Not any time soon. HBO programming president Casey Bloys has made it clear that the network has no plans to air any of their spin-offs until well after Game of Thrones has wrapped.
"The number one priority in all of this is the final season of Game of Thrones. I don't want to do anything with a spin-off, or anything that detracts, or distracts from that," he explained at the Television Critics Association's summer press tour. "That season will happen, and my guess is it would be at least a year before you saw anything else. What I don't want is the attention to be drawn from the final season—which I think is going to be epic and amazing—and somehow have the distraction of a new Game of Thrones airing right after that. It's best to separate it, and that's what we'll do."
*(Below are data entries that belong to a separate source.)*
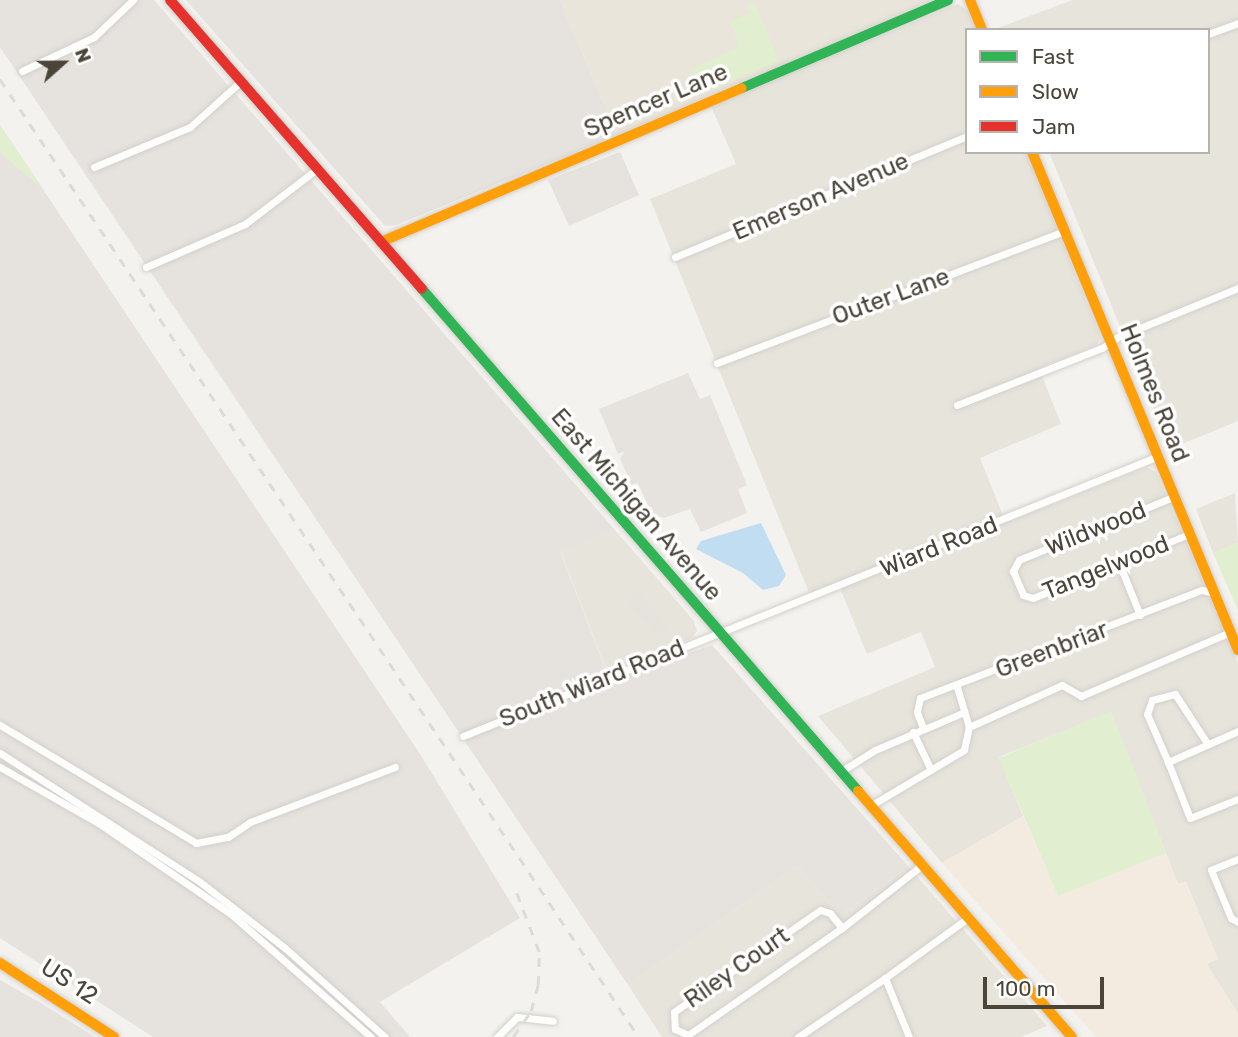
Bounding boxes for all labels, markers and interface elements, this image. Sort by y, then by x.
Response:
north arrow [28,28,98,98]
legend [965,28,1210,154]
text: Fast [1032,44,1074,69]
text: N [70,45,96,66]
street label: Spencer Lane [580,58,732,144]
text: Slow [1032,79,1079,104]
text: Jam [1032,114,1076,139]
street label: Emerson Avenue [728,147,914,247]
street label: Outer Lane [828,262,954,332]
street label: Holmes Road [1113,320,1195,466]
street label: East Michigan Avenue [544,403,728,607]
street label: Wildwood [1042,496,1150,562]
street label: Wiard Road [876,510,1002,584]
street label: Tangelwood [1039,530,1173,606]
street label: Greenbriar [992,615,1112,685]
street label: South Wiard Road [495,634,689,734]
street label: Riley Court [679,921,795,1015]
street label: US 12 [35,953,103,1011]
scale bar [986,964,1107,1008]
text: 100 m [996,976,1055,1001]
No official premiere has been set for Game of Thrones Season 8, but it could be as late as 2019 (cue the collective moan of Thrones fans everywhere). With that in mind, don't count on seeing a spin-off premiere before 2020.
^Footage of us when a spin-off finally airs.
What will it be about?
Short answer: ¯\_(ツ)_/¯
Long answer: HBO actually has four ideas for Thrones followups in the works. The network has confirmed that the potential spin-offs (which they prefer to call "successor shows") are all prequels. While many have speculated that the prequel could tell the story of Robert's Rebellion, it's much more likely HBO will opt to tell a story that's very very far removed from the events of Game of Thrones.
The history and geography of George R.R. Martin's universe is vast, so the options are almost endless. A story set in Essos or one of the Seven Kingdoms we've spent less time in on GOT (like Dorne, for example) seem like strong possibilities.
On the possibility that the prequels could catching up with the beginning of Thrones, Bloys says, "The whole world is connected to some extent family tree-wise, and the timelines are so vast that unless you jumped ahead tens or hundreds of years, I don't see that happening."
In November 2018, George R.R. Martin shared some details about the prequel's plot with Entertainment Weekly. The series, which might be called The Long Night, will be set 5,000 years before the current series—which, tragically, means no dragons.
"Westeros is a very different place," Martin explained of the sequel. "There’s no King’s Landing. There’s no Iron Throne. There are no Targaryens—Valyria has hardly begun to rise yet with its dragons and the great empire that it built. We’re dealing with a different and older world and hopefully that will be part of the fun of the series."
In a statement, HBO said that the story of the prequel "chronicles the world’s descent from the golden Age of Heroes into its darkest hour. And only one thing is for sure: From the horrifying secrets of Westeros’ history to the true origin of the white walkers, the mysteries of the East, to the Starks of legend...it’s not the story we think we know."
Will any of the original cast be involved?
No. Definitely not. Bloys has made that explicitly clear.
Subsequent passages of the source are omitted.